Despite the obvious challenges caused by COVID-19, and the much-debated uncertainty around the long-term strength of city centre office markets, there were still a number of positives for the Manchester-based group.
Rental income continued to perform strongly and grew overall by 2% during the financial year.
The group continued to progress with its long-term investment into new developments and the transformation of its existing portfolio.
Bruntwood SciTech’s portfolio of innovation districts, which includes Birmingham Health Innovation Campus and Manchester Science Park, increased turnover by one-third to £40m and its portfolio value rose 20% to £527m.
Oglesby added: “As the pandemic struck, we worked quickly to deliver a new strategy – stabilise operations, support customers, and manage costs.
“We accelerated the Works and SciTech propositions to support crucial areas of the economy.

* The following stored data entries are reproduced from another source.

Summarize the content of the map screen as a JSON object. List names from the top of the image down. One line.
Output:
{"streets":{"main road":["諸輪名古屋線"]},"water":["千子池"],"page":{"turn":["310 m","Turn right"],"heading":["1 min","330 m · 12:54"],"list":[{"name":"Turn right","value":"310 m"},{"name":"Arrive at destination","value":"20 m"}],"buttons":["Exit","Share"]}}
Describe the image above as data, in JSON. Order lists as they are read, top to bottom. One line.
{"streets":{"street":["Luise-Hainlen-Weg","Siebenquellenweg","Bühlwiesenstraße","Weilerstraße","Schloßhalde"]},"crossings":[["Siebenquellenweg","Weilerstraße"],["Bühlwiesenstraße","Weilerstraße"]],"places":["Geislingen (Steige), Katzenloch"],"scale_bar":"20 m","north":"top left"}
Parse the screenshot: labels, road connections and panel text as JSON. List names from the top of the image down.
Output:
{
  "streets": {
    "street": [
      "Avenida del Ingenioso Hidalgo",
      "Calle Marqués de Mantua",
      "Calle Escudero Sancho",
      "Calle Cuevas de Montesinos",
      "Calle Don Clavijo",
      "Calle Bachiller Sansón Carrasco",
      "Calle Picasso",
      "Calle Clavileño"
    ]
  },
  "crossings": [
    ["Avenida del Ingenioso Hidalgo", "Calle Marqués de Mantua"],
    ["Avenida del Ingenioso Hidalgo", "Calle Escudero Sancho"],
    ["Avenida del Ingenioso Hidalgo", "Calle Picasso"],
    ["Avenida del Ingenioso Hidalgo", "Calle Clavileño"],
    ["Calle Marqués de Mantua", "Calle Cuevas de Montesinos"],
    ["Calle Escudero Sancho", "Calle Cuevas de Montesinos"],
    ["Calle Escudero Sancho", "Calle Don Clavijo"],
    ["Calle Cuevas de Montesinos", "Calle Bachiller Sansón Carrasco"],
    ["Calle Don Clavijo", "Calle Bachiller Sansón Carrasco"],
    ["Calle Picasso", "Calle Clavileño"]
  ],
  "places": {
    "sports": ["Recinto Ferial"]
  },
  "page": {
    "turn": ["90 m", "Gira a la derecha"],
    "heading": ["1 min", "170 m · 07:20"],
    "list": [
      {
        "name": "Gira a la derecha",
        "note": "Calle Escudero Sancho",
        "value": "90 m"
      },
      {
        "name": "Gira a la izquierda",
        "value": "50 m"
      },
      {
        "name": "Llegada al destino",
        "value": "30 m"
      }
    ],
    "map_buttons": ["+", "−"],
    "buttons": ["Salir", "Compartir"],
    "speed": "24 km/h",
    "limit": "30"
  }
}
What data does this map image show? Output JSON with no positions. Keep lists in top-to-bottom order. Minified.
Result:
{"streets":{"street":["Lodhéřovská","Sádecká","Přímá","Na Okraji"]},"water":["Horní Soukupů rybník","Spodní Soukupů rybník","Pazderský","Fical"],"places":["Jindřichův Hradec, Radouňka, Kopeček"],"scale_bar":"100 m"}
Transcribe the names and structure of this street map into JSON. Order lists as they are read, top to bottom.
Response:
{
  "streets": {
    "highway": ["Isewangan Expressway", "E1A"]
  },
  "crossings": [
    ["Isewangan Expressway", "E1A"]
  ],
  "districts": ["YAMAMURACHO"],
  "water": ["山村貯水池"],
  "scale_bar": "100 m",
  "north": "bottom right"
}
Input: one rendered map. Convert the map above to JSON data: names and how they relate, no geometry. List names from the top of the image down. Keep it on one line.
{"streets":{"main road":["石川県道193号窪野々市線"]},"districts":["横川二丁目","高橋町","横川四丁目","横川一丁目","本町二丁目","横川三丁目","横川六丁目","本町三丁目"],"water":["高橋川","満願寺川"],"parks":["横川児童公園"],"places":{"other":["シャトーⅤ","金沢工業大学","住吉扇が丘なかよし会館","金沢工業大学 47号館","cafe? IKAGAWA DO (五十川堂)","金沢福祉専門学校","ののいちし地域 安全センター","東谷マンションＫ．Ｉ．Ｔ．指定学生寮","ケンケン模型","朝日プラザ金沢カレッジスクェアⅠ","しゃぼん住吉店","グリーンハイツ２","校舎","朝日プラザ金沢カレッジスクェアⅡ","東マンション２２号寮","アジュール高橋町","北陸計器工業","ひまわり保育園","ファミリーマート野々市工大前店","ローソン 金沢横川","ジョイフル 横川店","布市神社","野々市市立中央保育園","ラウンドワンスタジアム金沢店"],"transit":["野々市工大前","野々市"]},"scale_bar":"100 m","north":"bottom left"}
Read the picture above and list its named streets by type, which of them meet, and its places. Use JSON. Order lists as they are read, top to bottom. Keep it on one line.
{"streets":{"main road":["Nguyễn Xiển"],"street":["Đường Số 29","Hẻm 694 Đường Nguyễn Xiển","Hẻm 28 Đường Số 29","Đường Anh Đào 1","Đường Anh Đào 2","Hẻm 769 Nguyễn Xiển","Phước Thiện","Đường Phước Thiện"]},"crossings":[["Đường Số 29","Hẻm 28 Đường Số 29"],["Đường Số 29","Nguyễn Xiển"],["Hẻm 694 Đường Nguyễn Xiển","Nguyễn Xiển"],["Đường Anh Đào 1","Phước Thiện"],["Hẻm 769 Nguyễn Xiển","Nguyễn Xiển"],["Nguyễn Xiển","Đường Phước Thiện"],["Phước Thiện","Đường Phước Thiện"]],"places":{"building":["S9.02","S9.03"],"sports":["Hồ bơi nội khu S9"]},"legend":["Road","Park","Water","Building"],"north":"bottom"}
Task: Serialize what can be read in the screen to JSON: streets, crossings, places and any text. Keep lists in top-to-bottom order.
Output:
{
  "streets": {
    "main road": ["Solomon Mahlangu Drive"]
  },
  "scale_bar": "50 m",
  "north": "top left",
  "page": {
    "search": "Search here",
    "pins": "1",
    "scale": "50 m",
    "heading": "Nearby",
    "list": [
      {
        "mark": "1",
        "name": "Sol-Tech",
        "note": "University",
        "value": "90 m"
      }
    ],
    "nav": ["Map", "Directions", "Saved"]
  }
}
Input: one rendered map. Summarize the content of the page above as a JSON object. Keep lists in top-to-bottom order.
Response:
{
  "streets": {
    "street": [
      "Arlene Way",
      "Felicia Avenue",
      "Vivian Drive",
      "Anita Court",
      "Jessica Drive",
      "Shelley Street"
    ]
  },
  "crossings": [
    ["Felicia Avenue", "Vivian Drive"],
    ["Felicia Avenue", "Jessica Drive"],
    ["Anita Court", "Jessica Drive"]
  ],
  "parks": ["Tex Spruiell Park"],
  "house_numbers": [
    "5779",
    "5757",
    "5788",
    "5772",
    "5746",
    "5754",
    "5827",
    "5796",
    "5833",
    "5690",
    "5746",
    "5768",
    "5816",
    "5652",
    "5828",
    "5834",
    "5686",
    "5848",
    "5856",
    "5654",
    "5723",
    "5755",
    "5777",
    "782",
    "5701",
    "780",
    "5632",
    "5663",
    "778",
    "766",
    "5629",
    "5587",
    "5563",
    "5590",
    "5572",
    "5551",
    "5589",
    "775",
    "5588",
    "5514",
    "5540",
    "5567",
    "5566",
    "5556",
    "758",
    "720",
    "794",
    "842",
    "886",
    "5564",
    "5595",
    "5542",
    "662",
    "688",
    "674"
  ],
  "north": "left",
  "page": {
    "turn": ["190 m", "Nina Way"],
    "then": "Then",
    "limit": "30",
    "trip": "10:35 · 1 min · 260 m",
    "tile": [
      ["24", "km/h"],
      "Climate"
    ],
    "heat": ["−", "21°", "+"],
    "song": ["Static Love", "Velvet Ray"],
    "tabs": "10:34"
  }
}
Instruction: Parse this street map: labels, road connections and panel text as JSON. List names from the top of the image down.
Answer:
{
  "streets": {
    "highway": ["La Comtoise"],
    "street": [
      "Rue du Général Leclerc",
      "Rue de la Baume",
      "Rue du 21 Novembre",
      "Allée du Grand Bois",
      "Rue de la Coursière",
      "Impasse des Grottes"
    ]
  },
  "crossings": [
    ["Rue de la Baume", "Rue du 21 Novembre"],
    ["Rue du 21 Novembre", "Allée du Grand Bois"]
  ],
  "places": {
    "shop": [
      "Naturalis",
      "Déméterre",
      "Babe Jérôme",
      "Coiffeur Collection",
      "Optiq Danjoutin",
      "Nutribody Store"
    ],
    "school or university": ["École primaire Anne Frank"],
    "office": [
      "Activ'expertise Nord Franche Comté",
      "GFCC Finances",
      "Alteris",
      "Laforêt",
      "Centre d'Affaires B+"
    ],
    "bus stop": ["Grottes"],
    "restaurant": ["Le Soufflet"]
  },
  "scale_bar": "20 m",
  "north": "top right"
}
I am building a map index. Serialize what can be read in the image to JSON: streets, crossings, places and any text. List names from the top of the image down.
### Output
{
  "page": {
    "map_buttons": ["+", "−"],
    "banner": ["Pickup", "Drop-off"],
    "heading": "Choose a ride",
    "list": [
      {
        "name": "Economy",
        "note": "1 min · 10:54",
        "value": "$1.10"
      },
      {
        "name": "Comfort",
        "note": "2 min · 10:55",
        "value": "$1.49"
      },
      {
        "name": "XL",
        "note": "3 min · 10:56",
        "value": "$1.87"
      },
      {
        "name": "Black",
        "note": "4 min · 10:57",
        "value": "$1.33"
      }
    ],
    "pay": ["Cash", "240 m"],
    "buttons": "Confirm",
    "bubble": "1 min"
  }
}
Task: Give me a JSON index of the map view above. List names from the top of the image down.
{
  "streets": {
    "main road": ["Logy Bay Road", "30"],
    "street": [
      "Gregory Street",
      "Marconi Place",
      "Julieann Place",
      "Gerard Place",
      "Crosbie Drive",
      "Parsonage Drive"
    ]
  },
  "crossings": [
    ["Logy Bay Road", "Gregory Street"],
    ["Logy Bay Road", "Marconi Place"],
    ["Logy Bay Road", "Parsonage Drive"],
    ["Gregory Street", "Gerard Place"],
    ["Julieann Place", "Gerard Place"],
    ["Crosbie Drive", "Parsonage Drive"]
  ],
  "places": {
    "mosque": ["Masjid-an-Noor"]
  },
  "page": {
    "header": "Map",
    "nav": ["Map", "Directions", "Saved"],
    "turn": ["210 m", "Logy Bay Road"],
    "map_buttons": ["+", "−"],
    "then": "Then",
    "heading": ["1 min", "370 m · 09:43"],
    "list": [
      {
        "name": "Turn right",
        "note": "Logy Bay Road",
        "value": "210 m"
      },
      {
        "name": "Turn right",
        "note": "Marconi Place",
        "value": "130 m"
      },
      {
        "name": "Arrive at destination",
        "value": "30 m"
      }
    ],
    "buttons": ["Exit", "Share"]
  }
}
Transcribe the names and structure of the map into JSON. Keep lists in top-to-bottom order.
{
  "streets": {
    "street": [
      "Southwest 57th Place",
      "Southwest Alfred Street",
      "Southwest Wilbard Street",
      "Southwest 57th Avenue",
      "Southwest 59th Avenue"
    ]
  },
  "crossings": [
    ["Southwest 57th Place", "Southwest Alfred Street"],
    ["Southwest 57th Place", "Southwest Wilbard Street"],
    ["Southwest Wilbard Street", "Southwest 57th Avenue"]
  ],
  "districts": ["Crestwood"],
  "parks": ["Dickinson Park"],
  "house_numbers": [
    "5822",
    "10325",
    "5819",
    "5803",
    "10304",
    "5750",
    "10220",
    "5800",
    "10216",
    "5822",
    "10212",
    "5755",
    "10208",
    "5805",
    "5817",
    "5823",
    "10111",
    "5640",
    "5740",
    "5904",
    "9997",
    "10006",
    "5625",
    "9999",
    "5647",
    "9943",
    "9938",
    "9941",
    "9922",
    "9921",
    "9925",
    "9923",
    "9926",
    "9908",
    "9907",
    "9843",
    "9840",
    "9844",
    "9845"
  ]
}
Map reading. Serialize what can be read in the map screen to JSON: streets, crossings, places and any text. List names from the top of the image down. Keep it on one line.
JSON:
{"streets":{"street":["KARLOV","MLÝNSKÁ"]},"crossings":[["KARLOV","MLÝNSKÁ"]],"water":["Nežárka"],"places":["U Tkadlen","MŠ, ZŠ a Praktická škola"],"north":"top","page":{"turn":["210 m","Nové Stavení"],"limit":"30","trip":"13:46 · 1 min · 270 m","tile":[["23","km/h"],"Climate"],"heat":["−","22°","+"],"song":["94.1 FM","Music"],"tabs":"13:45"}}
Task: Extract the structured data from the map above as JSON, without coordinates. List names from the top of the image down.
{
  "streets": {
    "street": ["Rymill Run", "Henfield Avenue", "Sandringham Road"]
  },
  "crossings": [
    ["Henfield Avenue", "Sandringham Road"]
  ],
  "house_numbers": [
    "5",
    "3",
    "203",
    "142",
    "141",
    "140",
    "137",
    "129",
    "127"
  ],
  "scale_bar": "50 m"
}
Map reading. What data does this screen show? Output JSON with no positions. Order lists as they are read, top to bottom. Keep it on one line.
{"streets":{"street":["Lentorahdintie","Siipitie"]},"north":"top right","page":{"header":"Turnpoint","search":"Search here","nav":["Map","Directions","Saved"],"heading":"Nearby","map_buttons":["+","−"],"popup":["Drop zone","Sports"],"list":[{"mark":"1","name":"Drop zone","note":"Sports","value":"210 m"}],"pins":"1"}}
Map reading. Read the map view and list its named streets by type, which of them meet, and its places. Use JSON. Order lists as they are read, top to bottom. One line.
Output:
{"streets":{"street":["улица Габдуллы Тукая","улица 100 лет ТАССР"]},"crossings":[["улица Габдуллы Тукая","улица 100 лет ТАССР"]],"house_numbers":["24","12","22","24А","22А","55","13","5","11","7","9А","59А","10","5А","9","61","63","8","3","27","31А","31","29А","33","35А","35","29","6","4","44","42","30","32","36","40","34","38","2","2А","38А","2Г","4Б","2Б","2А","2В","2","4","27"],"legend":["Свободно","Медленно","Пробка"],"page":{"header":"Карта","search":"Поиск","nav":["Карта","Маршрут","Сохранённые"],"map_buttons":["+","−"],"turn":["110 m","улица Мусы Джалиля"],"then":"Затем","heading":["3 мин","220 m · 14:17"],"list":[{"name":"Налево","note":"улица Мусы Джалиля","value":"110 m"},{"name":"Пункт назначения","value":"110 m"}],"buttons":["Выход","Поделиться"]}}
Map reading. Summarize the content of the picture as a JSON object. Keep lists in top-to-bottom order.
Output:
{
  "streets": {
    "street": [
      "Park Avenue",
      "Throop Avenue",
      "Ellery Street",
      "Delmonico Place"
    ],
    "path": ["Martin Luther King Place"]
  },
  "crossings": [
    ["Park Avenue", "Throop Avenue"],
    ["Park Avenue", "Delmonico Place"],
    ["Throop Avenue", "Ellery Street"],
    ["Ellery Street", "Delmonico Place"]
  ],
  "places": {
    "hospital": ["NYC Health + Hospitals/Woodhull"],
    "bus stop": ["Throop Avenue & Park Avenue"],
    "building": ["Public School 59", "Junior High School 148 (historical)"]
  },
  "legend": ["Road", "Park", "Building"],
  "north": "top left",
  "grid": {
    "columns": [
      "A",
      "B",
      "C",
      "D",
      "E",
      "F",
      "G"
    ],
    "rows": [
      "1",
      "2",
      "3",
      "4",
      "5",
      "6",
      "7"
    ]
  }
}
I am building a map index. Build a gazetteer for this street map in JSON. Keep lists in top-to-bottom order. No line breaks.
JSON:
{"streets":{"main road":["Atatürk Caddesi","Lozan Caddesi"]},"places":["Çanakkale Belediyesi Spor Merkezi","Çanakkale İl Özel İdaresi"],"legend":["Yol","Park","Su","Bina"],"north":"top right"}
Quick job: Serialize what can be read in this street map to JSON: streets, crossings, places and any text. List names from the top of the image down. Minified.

We got closer to customers, deepening relationships and navigated the pandemic together.”
The ongoing expansion and evolution of Alderley Park in Cheshire continued at pace, with the UK’s largest single-site life science campus being selected as the location for one of the Lighthouse Lab national COVID-19 testing centres.
Elsewhere in the North West, Bruntwood SciTech took a 25% stake in Sciontec Liverpool, the public-private partnership supporting the growth of the city’s science and technology sector within Liverpool’s £2bn Knowledge Quarter.
At Manchester Science Park, its Citylabs 2.0 building reached practical completion while work began on the £21m redevelopment of the Base building.
Within Bruntwood Works, the £50m Pioneer investment programme continued to gather pace with Blackfriars House opening in Manchester in March, and with the city’s first smart-enabled building, 111 Piccadilly, nearing completion.
Pioneer aims to create workspaces that support organisations in their efforts to improve employee wellbeing, social connection and collaboration, and the sustainability of their operations – strategic business priorities that the pandemic has served to accelerate.
In October 2019, in the latest step in its long standing partnership with Trafford Borough Council, Bruntwood Works acquired Stretford Mall and Stamford Quarter in Altrincham for £50m.
Bruntwood Works secured planning permission for the new Lumina Village neighbourhood in September 2020. The 12-acre site encompassing the former Kellogg’s headquarters will deliver 750 new homes, 200,000 sq ft of office space and a new hotel.
The current financial year began with the launch of three new businesses – Unify, Unify Energy and CubicWorks – that effectively in-source the facilities management, fit-out and utilities services Bruntwood can offer to its 2,600 customers.
As part of its strategic partnership with Manchester University NHS Foundation Trust, the city council and Manchester Health and Care Commissioning, Bruntwood began consultations on plans for two new transformational projects at hospital sites in North Manchester and Wythenshawe in December.
This month, Bruntwood Works, in partnership with Trafford Borough Council, unveiled its multimillion-pound masterplan for Stretford Mall and town centre that will include reinstating the King Street high street, a village-like mix of open spaces, a ‘Makers Yard’ hub for small independents, waterfront bars, restaurants and new housing.